▶ **Aim of the task**: For the word "ジブリの大倉庫", report how many lines of the records below contain it, and nothing more.

= = = = =

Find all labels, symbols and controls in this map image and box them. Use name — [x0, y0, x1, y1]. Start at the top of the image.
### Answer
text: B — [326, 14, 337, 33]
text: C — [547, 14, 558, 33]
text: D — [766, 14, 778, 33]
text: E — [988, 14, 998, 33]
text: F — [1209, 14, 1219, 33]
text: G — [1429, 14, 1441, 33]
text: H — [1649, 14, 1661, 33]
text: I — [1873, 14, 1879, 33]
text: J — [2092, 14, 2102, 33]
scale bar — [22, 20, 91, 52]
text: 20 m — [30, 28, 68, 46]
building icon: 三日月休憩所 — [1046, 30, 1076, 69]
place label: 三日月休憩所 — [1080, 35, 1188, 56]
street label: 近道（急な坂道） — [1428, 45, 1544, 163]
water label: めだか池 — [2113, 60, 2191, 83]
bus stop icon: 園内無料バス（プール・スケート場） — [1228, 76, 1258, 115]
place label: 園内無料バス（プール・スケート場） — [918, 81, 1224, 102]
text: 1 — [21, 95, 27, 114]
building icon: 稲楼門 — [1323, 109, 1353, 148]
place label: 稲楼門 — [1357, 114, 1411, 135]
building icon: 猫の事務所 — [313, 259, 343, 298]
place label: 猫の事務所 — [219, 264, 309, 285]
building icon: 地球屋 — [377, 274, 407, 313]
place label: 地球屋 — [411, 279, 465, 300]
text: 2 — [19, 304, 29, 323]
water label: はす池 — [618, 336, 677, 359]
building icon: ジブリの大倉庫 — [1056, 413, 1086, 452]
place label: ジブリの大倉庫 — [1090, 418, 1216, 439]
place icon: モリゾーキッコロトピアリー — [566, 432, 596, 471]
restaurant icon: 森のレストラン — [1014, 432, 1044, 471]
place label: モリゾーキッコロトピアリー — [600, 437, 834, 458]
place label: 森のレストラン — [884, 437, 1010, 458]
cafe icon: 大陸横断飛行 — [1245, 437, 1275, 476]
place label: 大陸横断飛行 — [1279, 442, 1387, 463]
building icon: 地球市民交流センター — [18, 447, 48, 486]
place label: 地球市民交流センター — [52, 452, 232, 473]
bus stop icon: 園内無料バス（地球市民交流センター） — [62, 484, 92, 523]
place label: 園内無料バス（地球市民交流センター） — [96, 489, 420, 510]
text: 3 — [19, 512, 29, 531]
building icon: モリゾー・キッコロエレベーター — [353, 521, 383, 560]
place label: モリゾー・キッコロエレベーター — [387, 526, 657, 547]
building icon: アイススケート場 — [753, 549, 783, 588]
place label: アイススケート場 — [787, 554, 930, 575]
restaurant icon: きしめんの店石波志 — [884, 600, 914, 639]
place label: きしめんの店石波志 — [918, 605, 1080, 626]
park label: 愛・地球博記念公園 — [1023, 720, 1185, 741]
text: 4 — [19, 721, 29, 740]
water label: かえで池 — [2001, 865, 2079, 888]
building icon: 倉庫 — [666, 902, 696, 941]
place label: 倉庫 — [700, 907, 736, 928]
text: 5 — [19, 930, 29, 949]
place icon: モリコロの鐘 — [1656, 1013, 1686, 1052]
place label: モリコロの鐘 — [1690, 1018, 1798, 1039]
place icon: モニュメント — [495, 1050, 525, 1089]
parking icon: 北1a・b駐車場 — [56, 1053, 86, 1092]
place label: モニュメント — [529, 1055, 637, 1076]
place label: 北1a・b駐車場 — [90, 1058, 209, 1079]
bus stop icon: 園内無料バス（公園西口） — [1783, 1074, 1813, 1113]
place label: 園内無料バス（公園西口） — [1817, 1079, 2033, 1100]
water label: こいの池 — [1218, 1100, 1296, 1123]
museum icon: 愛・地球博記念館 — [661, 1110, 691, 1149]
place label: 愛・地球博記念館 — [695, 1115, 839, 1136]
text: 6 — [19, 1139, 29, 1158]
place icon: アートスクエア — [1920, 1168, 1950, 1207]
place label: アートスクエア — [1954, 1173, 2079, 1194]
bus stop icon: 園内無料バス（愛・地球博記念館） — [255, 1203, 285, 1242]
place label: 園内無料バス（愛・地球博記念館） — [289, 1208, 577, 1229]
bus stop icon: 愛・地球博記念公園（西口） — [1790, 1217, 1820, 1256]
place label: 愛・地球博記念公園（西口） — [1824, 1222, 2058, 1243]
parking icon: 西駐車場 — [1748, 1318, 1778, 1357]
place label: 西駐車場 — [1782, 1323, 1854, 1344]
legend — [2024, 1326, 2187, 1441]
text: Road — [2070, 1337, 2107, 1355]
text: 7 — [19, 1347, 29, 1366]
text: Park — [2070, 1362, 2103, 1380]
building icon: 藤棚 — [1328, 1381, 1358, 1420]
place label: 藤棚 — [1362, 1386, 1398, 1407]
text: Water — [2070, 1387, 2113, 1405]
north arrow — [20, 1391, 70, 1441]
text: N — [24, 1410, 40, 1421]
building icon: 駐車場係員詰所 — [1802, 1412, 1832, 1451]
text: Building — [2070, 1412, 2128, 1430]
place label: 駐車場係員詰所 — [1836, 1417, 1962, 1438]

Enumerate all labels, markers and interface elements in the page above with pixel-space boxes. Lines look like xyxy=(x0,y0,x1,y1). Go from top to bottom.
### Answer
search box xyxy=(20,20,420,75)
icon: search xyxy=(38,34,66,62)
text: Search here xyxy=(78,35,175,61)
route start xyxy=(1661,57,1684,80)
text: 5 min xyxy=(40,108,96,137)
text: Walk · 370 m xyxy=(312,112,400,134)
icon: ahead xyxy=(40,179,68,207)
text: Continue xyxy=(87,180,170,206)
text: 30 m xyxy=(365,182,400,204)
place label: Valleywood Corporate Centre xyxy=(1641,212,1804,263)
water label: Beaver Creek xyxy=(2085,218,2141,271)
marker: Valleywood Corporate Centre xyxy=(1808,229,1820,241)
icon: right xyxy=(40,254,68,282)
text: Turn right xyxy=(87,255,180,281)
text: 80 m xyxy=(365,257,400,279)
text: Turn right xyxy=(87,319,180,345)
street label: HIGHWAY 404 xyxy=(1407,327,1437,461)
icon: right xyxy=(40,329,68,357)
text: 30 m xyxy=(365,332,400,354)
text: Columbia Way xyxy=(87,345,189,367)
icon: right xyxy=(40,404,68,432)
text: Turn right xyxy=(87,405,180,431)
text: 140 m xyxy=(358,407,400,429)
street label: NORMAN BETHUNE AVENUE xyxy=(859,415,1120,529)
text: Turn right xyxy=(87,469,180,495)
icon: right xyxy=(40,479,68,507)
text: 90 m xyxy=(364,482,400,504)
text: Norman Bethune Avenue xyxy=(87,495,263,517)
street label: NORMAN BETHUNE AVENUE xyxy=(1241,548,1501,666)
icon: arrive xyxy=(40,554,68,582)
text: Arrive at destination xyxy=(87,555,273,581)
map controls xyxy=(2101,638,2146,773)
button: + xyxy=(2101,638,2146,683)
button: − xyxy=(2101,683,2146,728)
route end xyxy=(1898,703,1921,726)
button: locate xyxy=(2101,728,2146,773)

= = = = =

▶ **Result for this exercise**: 2